Obviously they do not see what I do. Maybe they think I'm wasting my time. Maybe they believe the sun is too hot, or maybe they think it rains too much. Maybe they're so ashamed of themselves that they lock themselves in their enclaves and bubbles that allow them to... not be ashamed of themselves. Maybe they are just busy. And I am forced to wonder whether they are friends at all, though not too much because the illusion - whatever the depth - feeds a very dark part of the soul. And one thing I have come to know over the decades of experiences shoved into a short lifetime is that the dark part of the soul is where the light part of the soul plants its roots.

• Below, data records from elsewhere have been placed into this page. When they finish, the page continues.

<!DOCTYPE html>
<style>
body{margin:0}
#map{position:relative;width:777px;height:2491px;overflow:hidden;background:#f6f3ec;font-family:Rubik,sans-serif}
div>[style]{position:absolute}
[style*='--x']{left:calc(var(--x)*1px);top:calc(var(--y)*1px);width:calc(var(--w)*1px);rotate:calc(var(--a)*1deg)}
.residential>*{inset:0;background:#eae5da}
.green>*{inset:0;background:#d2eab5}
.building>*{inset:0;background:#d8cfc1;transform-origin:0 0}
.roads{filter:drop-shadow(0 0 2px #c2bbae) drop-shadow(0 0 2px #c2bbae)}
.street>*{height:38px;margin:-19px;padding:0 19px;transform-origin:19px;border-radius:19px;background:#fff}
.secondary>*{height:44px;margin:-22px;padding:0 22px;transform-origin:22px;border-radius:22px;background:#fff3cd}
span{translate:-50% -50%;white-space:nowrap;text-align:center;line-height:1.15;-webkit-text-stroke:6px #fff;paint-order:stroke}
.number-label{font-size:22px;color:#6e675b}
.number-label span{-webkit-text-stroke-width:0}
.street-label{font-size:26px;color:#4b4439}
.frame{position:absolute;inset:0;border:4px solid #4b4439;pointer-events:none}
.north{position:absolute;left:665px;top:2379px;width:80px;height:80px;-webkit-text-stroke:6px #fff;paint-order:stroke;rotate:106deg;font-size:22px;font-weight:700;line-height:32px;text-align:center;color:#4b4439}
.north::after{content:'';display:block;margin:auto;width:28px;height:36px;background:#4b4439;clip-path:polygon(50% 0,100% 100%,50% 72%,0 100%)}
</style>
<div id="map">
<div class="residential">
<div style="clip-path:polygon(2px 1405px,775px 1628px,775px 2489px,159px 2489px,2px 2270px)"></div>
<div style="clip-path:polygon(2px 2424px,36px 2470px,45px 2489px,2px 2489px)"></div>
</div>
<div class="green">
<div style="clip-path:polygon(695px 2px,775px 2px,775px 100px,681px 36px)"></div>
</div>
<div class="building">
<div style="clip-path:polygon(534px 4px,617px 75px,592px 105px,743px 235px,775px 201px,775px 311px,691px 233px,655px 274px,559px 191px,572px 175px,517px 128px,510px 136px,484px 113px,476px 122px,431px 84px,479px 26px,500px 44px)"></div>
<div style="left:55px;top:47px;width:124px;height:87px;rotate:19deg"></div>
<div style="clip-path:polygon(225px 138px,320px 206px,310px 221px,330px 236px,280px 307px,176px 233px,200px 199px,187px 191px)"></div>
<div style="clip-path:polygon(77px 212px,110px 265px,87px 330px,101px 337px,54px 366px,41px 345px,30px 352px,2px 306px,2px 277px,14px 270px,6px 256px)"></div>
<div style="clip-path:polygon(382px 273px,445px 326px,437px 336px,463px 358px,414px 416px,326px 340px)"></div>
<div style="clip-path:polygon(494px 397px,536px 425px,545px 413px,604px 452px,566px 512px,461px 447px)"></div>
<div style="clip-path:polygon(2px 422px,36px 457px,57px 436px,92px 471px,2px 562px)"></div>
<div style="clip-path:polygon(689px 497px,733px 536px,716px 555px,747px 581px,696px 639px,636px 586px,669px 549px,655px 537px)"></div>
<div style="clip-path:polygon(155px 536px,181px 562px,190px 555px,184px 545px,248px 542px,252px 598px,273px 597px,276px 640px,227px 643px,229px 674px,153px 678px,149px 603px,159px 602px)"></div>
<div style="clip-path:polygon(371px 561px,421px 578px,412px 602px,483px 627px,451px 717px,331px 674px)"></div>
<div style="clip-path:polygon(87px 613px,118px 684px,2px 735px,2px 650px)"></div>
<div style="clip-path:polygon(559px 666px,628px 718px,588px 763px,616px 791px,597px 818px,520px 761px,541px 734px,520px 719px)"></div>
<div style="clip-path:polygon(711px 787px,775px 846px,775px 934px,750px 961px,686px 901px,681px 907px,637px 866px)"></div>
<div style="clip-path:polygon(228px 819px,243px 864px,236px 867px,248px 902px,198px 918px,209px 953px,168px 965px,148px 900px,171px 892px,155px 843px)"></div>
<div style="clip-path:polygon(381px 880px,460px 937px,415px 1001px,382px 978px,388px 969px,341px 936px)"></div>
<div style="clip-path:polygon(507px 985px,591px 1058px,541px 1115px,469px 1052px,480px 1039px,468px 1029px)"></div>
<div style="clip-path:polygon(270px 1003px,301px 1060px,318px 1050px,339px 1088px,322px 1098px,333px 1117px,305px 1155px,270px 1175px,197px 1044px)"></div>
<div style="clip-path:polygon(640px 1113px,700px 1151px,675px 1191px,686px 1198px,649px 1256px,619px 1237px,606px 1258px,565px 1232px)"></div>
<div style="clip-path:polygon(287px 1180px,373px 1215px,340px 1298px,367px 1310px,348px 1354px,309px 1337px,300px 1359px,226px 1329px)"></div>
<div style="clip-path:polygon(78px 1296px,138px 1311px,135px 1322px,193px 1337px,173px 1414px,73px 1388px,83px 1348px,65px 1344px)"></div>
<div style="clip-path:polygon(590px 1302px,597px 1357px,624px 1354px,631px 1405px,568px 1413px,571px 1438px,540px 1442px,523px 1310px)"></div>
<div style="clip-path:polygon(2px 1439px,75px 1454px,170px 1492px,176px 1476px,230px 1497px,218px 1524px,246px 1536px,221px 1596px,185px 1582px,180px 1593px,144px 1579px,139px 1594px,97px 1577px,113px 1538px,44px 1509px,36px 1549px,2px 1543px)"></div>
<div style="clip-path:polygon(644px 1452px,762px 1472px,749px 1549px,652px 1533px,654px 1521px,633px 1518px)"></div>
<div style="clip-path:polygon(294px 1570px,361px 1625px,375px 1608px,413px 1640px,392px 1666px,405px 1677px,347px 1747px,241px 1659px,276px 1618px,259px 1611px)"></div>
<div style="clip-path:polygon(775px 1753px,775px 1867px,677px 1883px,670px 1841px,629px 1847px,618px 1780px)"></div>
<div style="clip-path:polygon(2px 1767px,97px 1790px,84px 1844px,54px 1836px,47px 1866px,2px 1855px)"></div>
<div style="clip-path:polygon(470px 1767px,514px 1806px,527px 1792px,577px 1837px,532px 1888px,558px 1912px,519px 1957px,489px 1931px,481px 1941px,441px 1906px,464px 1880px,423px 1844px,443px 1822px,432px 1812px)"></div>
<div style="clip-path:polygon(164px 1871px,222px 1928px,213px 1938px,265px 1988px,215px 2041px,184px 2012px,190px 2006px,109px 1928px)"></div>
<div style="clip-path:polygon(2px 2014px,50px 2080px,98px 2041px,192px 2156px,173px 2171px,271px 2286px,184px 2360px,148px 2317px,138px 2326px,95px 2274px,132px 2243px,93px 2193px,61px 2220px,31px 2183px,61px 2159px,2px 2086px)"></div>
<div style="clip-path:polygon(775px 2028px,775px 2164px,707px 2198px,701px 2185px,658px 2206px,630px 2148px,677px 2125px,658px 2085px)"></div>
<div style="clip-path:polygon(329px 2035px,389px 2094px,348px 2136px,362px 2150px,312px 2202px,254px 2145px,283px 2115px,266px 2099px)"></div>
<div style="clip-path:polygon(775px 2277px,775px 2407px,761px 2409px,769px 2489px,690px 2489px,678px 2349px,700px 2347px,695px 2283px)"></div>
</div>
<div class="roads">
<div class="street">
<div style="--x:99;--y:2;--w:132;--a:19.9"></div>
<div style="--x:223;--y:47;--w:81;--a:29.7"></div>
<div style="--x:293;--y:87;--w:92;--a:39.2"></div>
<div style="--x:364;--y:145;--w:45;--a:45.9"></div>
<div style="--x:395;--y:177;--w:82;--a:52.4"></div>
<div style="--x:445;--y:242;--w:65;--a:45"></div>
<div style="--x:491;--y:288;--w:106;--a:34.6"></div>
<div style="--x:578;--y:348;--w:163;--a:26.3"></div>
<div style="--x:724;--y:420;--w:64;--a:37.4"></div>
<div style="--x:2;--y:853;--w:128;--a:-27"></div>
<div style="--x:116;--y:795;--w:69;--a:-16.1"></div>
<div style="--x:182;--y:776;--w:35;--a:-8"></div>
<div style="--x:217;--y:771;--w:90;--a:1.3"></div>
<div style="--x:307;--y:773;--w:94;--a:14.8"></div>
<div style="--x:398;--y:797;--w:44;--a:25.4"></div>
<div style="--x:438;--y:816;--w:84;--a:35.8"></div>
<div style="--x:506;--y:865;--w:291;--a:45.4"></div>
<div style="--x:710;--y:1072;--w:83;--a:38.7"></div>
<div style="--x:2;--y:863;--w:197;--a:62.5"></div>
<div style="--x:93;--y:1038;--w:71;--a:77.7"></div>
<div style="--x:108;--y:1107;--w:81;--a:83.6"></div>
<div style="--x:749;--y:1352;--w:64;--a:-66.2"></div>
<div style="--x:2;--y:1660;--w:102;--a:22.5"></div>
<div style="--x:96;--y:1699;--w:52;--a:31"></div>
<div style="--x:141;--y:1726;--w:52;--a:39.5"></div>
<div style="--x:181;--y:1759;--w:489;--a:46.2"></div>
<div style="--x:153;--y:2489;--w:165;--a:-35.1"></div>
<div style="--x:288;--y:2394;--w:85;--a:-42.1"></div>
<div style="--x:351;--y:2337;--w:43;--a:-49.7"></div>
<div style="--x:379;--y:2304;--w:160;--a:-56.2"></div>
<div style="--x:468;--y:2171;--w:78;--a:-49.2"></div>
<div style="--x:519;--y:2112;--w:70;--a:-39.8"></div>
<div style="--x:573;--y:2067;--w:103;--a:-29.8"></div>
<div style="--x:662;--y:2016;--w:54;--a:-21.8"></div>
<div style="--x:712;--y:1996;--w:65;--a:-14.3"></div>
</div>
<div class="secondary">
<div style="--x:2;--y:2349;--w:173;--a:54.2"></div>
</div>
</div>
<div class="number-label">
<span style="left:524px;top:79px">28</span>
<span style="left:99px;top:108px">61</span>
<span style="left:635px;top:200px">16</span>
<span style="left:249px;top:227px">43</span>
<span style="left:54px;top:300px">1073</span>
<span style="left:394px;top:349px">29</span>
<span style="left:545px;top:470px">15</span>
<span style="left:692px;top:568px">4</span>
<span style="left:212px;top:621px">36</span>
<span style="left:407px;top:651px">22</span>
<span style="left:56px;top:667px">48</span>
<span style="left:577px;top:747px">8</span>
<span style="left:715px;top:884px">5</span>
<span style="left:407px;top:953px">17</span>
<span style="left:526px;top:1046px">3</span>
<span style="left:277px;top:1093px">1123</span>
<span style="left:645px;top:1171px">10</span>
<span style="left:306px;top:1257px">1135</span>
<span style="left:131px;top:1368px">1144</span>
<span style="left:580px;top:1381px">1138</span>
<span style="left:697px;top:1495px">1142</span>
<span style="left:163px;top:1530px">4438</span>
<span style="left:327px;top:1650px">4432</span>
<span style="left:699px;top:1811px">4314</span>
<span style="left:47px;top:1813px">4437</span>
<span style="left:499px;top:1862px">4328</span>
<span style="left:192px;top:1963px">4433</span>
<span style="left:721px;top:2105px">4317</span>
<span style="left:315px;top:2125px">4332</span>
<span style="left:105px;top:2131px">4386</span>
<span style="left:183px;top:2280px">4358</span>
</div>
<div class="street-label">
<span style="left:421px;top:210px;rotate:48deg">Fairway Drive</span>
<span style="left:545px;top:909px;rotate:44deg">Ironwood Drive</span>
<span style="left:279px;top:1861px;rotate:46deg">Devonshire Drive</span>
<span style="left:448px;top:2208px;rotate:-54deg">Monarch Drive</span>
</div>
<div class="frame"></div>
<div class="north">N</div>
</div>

And when I reflect upon that it is difficult to balance that with this word of electrons, websites, blogs, social networks and unproductive popularity contests within them. Where is the substance? When I jokingly started a Twitter account last week, I posted it on Facebook as part of the joke. Apparently no one bothered to translate 'Nihil curo de ista tua stulta Twitter.'

I am not interested in your foolish Twitter.

Within 24 hours, I had double digits of followers on Twitter even though I've vociferously stated that it was a waste of time in the past and even made the point, albeit in a roundabout way, in my first and only... 'tweet'. It really should be called a 'twit', by the way. It describes most of the nonsense more accurately.

In all of this context, I openly wonder at the value of the Pathways of Life associated with social networks. When one friend found his daughter had a disease, he was overwhelmed with responses while I found out much later and my own words were diluted by the well of electrons that formed on his page. Electrons have no weight in the context of emotion. Maybe placing or misplacing facts gives electrons weight, but being human is more than that. Being human isn't about offering condolences for a lost friend but sharing them.

Someone talked about the issue of how my friend died at his funeral, and what could have been done differently - which is considerable, all told. But I said that I would rather remember how the man lived rather than how he died, and I mean that. It isn't that the condolences offered are misplaced - they are simply detached from the reality of how the man lived because they didn't know him. And social networks are full of that lack of weight and depth.

Connections aren't friends. Social networks aren't pathways. Life is a very different sort of thing than the things we create to emulate it - perhaps attempting to fill voids or escape the reality of our lives. And perhaps, too, social networks - electronic or simply economic - are eclipses of the pathways of our lives.

Or maybe we're all just full of it. Or, more likely, both.